PROVIDED RECORDS below:

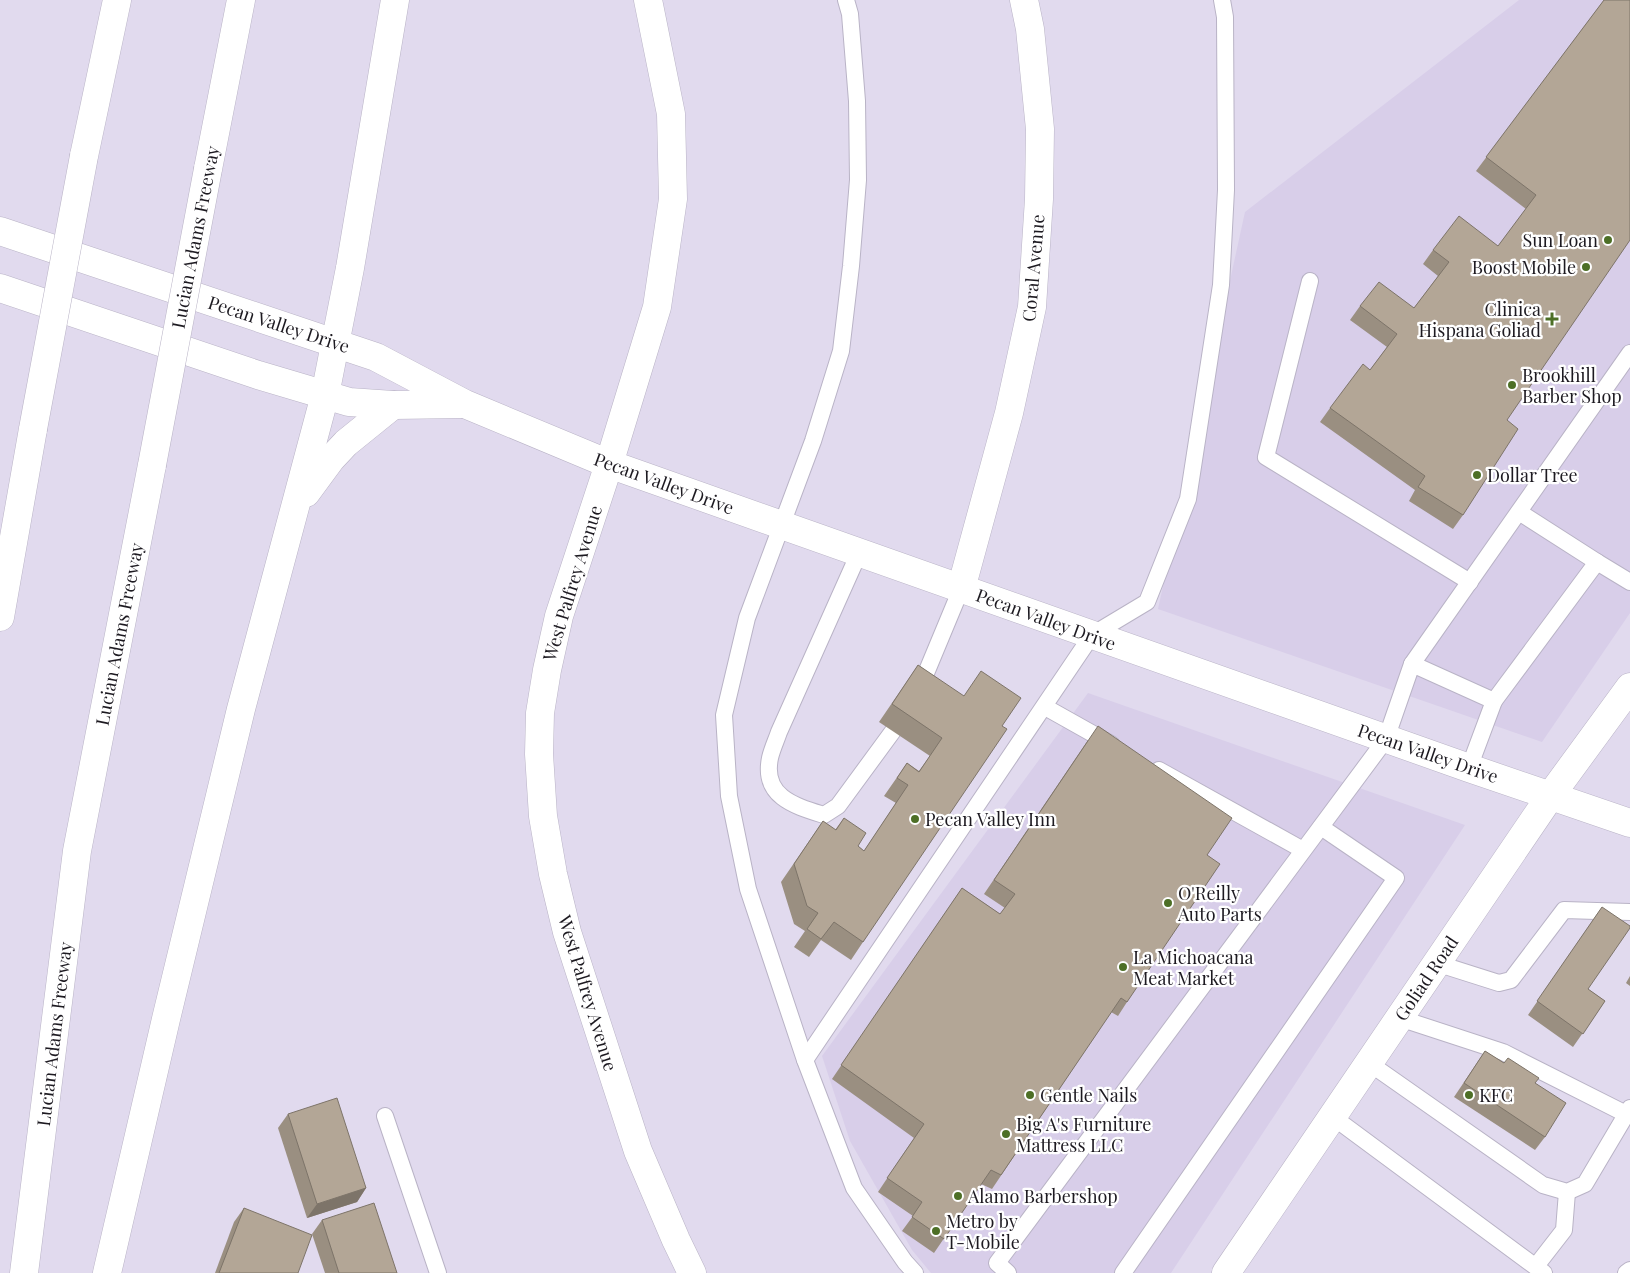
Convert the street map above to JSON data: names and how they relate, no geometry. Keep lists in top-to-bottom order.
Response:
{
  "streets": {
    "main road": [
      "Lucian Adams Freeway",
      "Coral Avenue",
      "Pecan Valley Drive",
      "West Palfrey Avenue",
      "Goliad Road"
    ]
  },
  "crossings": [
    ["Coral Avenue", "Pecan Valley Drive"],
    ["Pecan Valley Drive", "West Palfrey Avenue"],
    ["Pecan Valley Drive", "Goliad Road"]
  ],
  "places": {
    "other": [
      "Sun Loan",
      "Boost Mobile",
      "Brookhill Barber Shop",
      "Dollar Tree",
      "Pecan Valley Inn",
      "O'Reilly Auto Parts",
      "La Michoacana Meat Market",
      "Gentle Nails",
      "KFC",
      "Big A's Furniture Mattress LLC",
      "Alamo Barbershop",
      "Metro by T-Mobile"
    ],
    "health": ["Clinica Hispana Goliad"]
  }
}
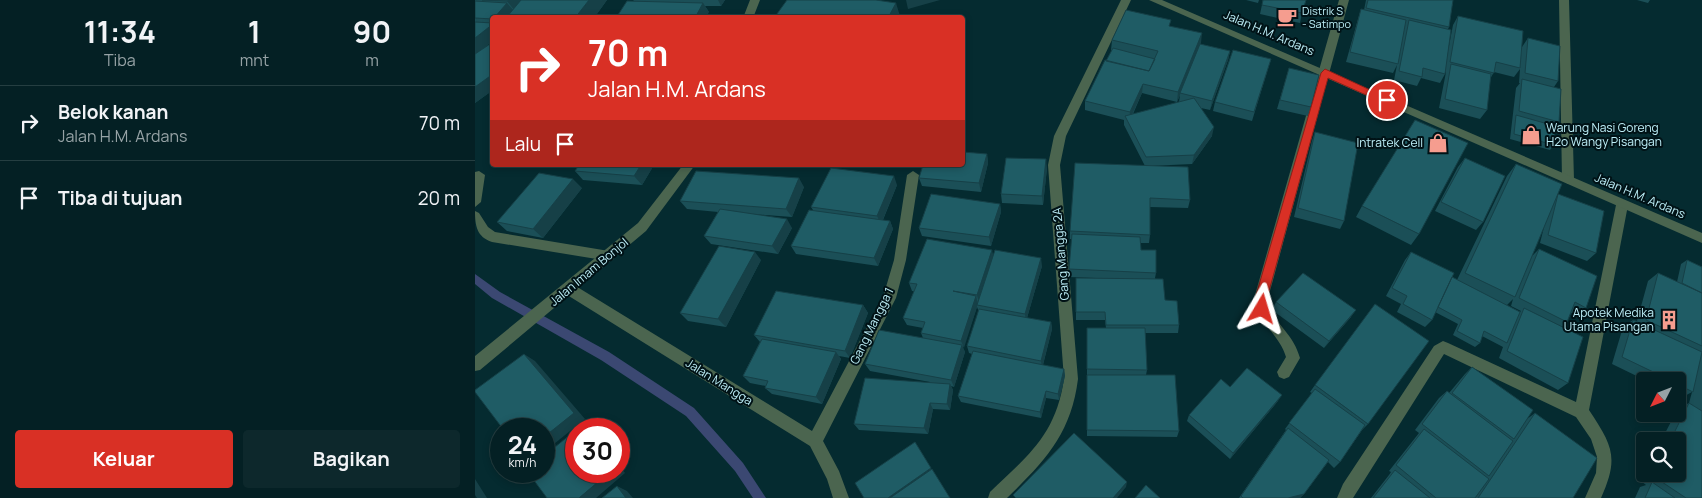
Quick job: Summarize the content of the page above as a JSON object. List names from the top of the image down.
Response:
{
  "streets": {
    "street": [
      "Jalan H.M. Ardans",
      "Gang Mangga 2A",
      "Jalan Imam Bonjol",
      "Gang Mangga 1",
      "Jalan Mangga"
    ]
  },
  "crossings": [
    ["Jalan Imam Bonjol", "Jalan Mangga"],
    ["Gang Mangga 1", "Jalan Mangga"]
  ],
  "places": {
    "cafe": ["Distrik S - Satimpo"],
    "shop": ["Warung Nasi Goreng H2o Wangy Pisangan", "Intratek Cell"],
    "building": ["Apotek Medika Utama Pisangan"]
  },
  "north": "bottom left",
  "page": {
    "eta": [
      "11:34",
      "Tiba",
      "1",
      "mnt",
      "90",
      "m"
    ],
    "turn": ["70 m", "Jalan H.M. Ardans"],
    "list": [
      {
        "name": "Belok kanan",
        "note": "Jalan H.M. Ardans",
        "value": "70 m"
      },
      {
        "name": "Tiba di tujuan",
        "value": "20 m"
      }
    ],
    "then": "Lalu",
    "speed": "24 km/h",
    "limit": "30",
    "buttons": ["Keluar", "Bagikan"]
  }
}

End of PROVIDED RECORDS.

Return the whole of the material above exactly, with no picture carried over.

Convert the street map above to JSON data: names and how they relate, no geometry. Keep lists in top-to-bottom order.
Response:
{
  "streets": {
    "main road": [
      "Lucian Adams Freeway",
      "Coral Avenue",
      "Pecan Valley Drive",
      "West Palfrey Avenue",
      "Goliad Road"
    ]
  },
  "crossings": [
    ["Coral Avenue", "Pecan Valley Drive"],
    ["Pecan Valley Drive", "West Palfrey Avenue"],
    ["Pecan Valley Drive", "Goliad Road"]
  ],
  "places": {
    "other": [
      "Sun Loan",
      "Boost Mobile",
      "Brookhill Barber Shop",
      "Dollar Tree",
      "Pecan Valley Inn",
      "O'Reilly Auto Parts",
      "La Michoacana Meat Market",
      "Gentle Nails",
      "KFC",
      "Big A's Furniture Mattress LLC",
      "Alamo Barbershop",
      "Metro by T-Mobile"
    ],
    "health": ["Clinica Hispana Goliad"]
  }
}
Quick job: Summarize the content of the page above as a JSON object. List names from the top of the image down.
Response:
{
  "streets": {
    "street": [
      "Jalan H.M. Ardans",
      "Gang Mangga 2A",
      "Jalan Imam Bonjol",
      "Gang Mangga 1",
      "Jalan Mangga"
    ]
  },
  "crossings": [
    ["Jalan Imam Bonjol", "Jalan Mangga"],
    ["Gang Mangga 1", "Jalan Mangga"]
  ],
  "places": {
    "cafe": ["Distrik S - Satimpo"],
    "shop": ["Warung Nasi Goreng H2o Wangy Pisangan", "Intratek Cell"],
    "building": ["Apotek Medika Utama Pisangan"]
  },
  "north": "bottom left",
  "page": {
    "eta": [
      "11:34",
      "Tiba",
      "1",
      "mnt",
      "90",
      "m"
    ],
    "turn": ["70 m", "Jalan H.M. Ardans"],
    "list": [
      {
        "name": "Belok kanan",
        "note": "Jalan H.M. Ardans",
        "value": "70 m"
      },
      {
        "name": "Tiba di tujuan",
        "value": "20 m"
      }
    ],
    "then": "Lalu",
    "speed": "24 km/h",
    "limit": "30",
    "buttons": ["Keluar", "Bagikan"]
  }
}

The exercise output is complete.